Rédigé par cinq éminents médiévistes flamands, l’essai consacré à La femme dans la cité au Moyen Âge (Bruxelles, Éditions Racine) est proprement révolutionnaire.

Par sa méthodologie, d’abord : la mise en lumière, en regard des écrits de Christine de Pizan[1], de documents essentiellement du XVsiècle pas ou peu exploités en provenance du duché de Brabant et de la seigneurie de Malines ainsi que de Maastricht, ville dépendant tout à la fois du duc de Brabant et du prince-évêque de Liège (actes de registre échevinal, jugements de banc des échevins, écrits sur la vie quotidienne, journaux intimes, livres de comptes, actes de vente, testaments, dépositions devant un tribunal, amendes infligées, rapports de témoins…)

Par son ciblage, ensuite : les sources traitant du rôle dans la société urbaine[2] de femmes de la classe moyenne aux activités variées (épouses, marchandes entrepreneures, apprenties artisanes, mères de famille, béguines pieuses et moins pieuses, bâilleuses de fonds, tenancières de bordel, criminelles et même émeutières), à l’inverse de celles qu’exploitèrent Georges Duby[3] et Jacques Le Goff[4] dans leurs écrits fameux.

Par ses conclusions, enfin : dans les Pays-Bas méridionaux (Belgique, Luxembourg et Nord de la France), les femmes avaient en réalité de nombreux droits qu’elles utilisaient pour commercer, exprimer leurs opinions ou faire respecter leur volonté.

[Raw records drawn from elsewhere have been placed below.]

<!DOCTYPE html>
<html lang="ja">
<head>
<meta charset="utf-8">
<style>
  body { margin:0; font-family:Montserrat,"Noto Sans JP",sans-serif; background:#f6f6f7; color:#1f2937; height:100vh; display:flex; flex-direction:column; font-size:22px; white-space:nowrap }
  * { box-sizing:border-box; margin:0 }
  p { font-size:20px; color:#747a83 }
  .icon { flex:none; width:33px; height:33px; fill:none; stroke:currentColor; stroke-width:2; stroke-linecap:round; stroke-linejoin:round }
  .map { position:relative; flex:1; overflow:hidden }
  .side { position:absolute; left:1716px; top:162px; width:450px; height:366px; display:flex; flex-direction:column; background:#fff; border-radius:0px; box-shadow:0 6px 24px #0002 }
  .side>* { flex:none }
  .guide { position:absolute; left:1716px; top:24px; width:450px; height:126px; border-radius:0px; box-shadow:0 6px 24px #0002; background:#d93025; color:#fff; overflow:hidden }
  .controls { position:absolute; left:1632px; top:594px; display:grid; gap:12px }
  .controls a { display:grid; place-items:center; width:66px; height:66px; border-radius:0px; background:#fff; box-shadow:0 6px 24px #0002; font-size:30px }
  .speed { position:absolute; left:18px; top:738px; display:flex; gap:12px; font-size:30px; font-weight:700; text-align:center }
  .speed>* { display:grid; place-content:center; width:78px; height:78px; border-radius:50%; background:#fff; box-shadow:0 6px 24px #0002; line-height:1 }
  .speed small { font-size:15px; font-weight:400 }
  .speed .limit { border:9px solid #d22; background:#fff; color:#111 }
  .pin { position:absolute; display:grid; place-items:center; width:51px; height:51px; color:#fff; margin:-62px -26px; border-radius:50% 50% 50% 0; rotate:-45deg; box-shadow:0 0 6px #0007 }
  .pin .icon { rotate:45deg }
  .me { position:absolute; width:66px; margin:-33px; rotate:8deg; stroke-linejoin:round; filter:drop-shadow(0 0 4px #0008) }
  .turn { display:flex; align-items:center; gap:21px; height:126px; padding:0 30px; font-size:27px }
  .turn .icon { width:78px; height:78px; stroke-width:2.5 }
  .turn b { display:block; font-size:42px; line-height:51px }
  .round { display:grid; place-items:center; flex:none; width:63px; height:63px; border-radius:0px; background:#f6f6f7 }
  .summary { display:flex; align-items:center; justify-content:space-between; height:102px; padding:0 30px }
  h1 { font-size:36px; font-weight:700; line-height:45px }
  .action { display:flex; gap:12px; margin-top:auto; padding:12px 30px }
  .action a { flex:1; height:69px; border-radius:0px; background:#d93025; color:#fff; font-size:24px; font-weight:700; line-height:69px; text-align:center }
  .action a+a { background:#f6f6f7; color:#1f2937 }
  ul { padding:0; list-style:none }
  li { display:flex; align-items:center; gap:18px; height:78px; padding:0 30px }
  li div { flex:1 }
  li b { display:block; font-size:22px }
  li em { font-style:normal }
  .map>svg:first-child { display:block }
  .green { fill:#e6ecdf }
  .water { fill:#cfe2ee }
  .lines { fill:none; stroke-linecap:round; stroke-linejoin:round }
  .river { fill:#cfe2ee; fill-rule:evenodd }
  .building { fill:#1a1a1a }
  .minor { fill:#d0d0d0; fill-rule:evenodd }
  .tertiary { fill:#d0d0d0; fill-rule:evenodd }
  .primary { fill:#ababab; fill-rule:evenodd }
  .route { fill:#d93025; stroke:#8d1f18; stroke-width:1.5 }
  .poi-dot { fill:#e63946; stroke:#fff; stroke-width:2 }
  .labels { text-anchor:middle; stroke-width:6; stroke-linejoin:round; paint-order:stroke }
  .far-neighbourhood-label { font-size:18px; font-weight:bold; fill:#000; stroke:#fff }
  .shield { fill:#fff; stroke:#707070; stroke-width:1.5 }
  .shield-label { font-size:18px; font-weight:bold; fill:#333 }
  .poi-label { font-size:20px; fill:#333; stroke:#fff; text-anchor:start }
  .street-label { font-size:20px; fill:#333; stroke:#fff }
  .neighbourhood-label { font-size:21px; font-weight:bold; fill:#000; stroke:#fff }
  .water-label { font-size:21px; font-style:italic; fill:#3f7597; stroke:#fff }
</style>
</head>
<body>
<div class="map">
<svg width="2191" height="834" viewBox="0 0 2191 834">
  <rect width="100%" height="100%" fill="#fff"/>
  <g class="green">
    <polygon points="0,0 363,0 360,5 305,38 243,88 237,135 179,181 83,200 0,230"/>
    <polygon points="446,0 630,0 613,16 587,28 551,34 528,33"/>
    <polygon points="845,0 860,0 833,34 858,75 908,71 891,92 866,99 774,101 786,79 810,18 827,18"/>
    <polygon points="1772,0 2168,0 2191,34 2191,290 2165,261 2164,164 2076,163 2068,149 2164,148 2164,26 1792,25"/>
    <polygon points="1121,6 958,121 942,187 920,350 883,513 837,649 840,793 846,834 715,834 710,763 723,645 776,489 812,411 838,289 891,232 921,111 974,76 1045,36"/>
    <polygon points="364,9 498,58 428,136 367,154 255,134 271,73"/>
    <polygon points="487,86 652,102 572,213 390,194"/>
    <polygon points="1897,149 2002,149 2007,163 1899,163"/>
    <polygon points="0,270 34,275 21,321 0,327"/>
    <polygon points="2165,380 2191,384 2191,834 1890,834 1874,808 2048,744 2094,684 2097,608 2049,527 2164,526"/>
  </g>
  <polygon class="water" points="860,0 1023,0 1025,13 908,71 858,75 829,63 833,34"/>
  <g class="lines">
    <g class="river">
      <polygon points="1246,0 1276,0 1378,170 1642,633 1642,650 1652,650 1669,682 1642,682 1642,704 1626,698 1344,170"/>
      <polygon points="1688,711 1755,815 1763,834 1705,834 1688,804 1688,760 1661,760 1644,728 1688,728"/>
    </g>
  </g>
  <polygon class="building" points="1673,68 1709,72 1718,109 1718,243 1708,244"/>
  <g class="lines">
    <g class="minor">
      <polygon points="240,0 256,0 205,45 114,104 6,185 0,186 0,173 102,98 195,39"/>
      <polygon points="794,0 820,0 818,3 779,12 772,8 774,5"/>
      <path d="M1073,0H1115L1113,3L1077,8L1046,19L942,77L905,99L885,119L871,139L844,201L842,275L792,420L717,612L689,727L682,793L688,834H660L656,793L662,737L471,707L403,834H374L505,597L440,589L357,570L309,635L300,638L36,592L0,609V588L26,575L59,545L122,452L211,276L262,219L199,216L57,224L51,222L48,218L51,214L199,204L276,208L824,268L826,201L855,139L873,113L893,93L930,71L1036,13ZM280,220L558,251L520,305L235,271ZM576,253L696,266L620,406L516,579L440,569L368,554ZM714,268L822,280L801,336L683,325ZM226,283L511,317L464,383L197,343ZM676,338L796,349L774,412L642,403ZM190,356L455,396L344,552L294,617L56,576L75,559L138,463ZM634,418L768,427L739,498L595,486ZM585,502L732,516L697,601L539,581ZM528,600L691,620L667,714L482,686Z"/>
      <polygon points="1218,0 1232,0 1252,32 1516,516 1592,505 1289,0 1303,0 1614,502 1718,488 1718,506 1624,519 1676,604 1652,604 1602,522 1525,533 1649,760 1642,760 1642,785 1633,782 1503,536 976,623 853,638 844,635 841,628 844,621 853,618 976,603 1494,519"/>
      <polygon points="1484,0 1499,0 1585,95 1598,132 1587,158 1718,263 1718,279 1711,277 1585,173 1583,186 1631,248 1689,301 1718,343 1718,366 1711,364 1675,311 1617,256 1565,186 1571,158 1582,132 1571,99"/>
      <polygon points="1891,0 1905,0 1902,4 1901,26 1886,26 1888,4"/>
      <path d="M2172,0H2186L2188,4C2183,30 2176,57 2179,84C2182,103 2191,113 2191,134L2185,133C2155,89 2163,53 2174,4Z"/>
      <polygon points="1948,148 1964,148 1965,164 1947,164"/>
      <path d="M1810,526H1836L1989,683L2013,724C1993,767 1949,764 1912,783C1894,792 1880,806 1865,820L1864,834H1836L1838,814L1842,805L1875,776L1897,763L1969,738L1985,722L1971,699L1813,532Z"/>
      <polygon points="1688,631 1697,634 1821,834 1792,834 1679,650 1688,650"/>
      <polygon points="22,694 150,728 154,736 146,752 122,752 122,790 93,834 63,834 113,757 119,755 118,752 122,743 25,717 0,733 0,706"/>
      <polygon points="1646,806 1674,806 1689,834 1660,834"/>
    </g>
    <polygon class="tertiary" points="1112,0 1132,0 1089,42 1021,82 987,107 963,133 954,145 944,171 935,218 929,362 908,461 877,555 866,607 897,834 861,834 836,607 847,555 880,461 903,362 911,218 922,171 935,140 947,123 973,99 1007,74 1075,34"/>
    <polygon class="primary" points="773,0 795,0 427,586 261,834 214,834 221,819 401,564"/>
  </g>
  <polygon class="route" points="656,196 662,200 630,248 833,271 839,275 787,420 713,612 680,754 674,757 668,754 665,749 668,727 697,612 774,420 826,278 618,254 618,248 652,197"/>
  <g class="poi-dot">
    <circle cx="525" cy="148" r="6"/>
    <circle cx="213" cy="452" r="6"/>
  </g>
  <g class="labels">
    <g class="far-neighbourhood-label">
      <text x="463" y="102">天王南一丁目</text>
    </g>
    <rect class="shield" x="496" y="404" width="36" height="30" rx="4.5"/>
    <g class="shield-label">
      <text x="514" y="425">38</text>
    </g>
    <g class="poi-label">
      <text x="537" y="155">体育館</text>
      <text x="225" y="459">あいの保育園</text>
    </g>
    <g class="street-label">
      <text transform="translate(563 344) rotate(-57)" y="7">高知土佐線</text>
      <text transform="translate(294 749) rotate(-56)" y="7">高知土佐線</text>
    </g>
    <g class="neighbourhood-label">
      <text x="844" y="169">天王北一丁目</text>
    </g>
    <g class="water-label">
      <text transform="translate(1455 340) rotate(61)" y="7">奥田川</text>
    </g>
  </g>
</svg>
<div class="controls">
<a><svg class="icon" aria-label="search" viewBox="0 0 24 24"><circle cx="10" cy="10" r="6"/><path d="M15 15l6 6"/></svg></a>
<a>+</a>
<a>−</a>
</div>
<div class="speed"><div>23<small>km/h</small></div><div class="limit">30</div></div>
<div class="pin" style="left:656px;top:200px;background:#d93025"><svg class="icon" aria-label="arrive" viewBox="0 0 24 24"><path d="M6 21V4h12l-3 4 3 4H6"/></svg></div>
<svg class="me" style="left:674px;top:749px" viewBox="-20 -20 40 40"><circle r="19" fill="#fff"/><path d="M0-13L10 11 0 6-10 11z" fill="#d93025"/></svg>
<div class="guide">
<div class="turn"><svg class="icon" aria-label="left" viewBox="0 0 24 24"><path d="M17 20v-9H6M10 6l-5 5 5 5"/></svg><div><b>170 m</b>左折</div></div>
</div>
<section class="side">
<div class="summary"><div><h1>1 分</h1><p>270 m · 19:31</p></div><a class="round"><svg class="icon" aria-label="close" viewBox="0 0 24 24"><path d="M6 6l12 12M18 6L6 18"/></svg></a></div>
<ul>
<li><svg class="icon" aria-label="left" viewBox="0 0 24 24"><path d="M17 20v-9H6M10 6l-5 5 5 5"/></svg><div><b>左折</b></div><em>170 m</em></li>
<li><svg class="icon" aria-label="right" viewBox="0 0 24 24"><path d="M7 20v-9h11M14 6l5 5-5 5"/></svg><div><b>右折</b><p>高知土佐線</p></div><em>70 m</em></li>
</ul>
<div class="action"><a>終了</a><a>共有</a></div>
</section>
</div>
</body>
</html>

Loin des idées toutes faites…

PÉTRONE

La femme dans la cité au Moyen Âge par Jelle Haemers, Andrea Bardyn et Chanelle Delameillieure avec la collaboration de Kim Overlaet et Nena Vandeweerdt, ouvrage traduit du néerlandais par Arthur Chimkovitch et Marieke Van Acker, Bruxelles, Éditions Racine, août 2022, 256 pp. en noir et blanc au format 16 x 24,5 cm sous couverture brochée en couleurs, 24,95 €


[1] Christine de Pizan, née en 1364 à Venise et morte vers 1430 à Poissy, était une philosophe et poétesse d’origine vénitienne, célèbre pour ses écrits rédigés en français. Veuve et démunie, elle dut gagner sa vie en écrivant et elle est considérée comme la première femme de lettres de langue française ayant vécu de sa plume. Son érudition la distingue des écrivains de son époque, hommes ou femmes. C’est une auteure prolifique qui a composé des traités de politique, de philosophie et des recueils de poésies. Elle s’est retirée dans un couvent à la fin de sa vie, où elle a écrit un Ditié de Jeanne d’Arc. On lui doit, entre autres, Cent ballades d’amant et de dame et La Cité des dames. L’essentiel de son travail fut accompli entre 1400 et 1418. (Source : Wikipédia.)

[2] Les sources traitant des femmes de la classe moyenne rurale sont quasi inexistantes.

[3] in Mâle Moyen Âge (1988) dans lequel il écrivait : « Ce Moyen Âge est mâle, résolument. Car tous les propos qui me parviennent et me renseignent sont tenus par des hommes, convaincus de la supériorité de leur sexe ».

[4] in Hommes et femmes du Moyen Âge qui traite dans sa version princeps de 105 personnages illustres dont seulement 17 femmes.